Confieso que mi reacción inicial a la idea de elevar el porcentaje que los Fondos pueden invertir en el exterior no fue favorable. No luce natural que un país al que sus prestamistas externos todavía le cobran un ojo de la cara decida seguir manteniendo reservas excesivas depositadas en el exterior, a bajas tasas de interés y, para colmo, contemple invertir afuera una mayor proporción de su ahorro de largo plazo. Sin embargo, el criterio que debe primar en toda decisión sobre esas materias es la conveniencia de los futuros pensionados. Y ocurre que se está llegando a una situación en la cual, si no se abre la posibilidad de invertir más afuera, el rendimiento de los Fondos podría desplomarse, porque el ahorro pensional crece más rápido que la oferta de papeles locales distintos de los del gobierno, y las inversiones en deuda pública ya están al tope relativo establecido en la ley.

¡Qué paradoja! Cuando muchos seguían ofreciendo como explicación del pobre crecimiento colombiano la escasa inversión, que se suponía limitada por el ahorro, tenemos que la inversión local se muestra incapaz de absorber el ahorro de las pensiones, que crece más de US$160 millones por mes.
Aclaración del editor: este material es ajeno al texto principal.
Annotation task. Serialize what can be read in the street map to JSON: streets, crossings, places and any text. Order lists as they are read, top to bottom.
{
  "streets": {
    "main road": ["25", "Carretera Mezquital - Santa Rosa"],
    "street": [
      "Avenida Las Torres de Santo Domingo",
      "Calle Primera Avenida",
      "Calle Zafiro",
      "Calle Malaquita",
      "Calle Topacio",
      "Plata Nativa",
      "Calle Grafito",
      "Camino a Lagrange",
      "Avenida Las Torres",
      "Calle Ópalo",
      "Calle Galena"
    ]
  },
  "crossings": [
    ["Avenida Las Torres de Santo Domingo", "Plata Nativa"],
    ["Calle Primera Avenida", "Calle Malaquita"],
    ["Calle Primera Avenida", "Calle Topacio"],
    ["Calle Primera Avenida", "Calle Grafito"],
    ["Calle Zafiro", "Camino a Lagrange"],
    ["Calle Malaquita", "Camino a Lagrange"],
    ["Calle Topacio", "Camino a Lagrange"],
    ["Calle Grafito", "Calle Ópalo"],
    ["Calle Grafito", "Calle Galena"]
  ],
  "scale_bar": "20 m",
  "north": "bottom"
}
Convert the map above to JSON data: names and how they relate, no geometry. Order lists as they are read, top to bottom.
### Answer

La autorización para invertir un poco más afuera no producirá un aumento masivo de las compras de papeles externos por los Fondos pues los rendimientos afuera suelen ser menores que los locales. Pero, una vez se efectúe la inversión en el exterior, acabará operando como un mecanismo estabilizador de las tasas de interés: si en algún momento las tasas domésticas amenazan subir mucho sobre las internacionales, los Fondos liquidarán sus inversiones externas -en una piscina financiera internacional donde son como una gota de agua- y comprarán más papeles locales, frenando así el aumento de las tasas. En realidad creo que algo de ese mecanismo estabilizador ya ha venido operando, pero en el futuro será todavía más eficaz.
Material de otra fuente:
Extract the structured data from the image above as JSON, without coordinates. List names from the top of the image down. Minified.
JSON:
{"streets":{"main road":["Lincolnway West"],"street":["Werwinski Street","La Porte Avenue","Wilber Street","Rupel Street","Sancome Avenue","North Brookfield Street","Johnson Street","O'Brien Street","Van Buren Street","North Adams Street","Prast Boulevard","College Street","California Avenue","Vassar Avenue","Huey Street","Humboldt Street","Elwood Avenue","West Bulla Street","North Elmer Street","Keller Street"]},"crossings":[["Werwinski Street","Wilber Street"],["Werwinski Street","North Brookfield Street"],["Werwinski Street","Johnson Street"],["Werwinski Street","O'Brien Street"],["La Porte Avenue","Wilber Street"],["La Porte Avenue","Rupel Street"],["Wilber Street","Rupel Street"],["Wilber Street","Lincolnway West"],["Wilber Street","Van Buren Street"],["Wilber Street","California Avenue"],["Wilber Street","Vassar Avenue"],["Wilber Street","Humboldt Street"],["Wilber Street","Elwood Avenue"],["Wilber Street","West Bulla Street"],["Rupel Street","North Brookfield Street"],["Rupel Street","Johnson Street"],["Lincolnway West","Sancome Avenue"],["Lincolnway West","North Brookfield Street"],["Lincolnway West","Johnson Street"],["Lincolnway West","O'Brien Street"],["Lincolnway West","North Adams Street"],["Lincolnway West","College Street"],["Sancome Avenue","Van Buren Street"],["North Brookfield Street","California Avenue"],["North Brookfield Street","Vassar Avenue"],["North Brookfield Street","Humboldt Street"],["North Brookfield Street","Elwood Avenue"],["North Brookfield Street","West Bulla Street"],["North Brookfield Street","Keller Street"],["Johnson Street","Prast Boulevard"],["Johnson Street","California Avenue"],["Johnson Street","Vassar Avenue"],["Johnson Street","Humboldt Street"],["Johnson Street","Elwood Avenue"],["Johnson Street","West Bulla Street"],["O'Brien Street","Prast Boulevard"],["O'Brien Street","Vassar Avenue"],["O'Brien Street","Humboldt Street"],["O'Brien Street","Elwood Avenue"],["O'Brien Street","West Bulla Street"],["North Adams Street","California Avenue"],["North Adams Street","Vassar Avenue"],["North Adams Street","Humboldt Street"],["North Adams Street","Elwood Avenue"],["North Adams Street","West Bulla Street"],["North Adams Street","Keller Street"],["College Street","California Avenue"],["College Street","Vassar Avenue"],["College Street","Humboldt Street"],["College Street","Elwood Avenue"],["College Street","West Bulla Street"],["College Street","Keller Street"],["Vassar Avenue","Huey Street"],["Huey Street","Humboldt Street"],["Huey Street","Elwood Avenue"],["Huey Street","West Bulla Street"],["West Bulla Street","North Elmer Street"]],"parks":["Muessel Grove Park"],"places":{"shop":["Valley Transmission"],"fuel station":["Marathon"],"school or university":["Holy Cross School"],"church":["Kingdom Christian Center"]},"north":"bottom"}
Volviendo al interés de los futuros pensionados, es claro que la opción de invertir una mayor proporción del ahorro de los Fondos en el exterior puede evitar una caída exagerada de las tasas locales, pero contribuirá poco a mantener una elevada rentabilidad, pues los retornos externos tienden a ser menores que los internos.
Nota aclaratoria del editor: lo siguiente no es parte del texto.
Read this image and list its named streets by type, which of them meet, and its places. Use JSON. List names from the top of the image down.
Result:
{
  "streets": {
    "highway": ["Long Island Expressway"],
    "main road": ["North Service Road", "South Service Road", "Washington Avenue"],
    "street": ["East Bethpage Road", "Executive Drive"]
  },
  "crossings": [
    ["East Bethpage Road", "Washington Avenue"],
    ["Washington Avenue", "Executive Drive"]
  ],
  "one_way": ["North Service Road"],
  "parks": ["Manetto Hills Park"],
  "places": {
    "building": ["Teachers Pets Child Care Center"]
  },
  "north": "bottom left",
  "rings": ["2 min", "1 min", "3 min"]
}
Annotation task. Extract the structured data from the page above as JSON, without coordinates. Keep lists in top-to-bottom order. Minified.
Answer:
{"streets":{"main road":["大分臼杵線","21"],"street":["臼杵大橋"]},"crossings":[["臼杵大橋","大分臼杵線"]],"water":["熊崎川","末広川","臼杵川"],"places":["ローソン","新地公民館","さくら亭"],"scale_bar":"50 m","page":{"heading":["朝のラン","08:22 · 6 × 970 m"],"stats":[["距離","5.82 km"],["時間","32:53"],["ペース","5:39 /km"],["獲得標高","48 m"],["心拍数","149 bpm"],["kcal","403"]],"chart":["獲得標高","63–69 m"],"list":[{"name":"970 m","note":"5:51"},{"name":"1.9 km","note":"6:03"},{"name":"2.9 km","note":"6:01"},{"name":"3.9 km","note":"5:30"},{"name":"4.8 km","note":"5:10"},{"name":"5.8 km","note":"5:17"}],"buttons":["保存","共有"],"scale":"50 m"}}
Puesto que parte del problema surge de la limitación legal para invertir más en deuda pública, no debería descartarse la posibilidad de modificar la ley. La reacción usual a esa propuesta es decir que sería imprudente elevar todavía más la proporción de la deuda pública en el portafolio de los Fondos, pero me parece que esa objeción no tiene sentido. Siempre se ha dicho que si un deudor le debe a su banco unos pocos millones de pesos tiene un acreedor, pero si le debe US$100 millones lo que tiene es un socio. Y resulta que los Fondos de Pensiones tienen hoy acreencias del gobierno por más de US$4.000 millones. Los Fondos y el Gobierno ya están montados en la misma barca.

El problema de fondo es que el ahorro de largo plazo sigue creciendo rápido, cuando ya hay un exceso del ahorro sobre la inversión financiable. A menos que se logre acelerar la inversión ni siquiera la autorización a los Fondos para que inviertan un poco más afuera, o para que inviertan más del 50% de su portafolio en deuda de la Nación, podría evitar durante mucho tiempo una dramática caída en la tasa de retorno de los ahorros de los pensionados.

El espacio no da para más pero espero que los lectores aprecien que el problema de cómo lograr un ritmo de inversión suficiente para poder absorber el rápido crecimiento del ahorro pensional, sin que caigan estrepitosamente las tasas de interés, es algo diferente del problema de insuficiencia del ahorro nacional, sobre el cual muchos sermonearon durante años.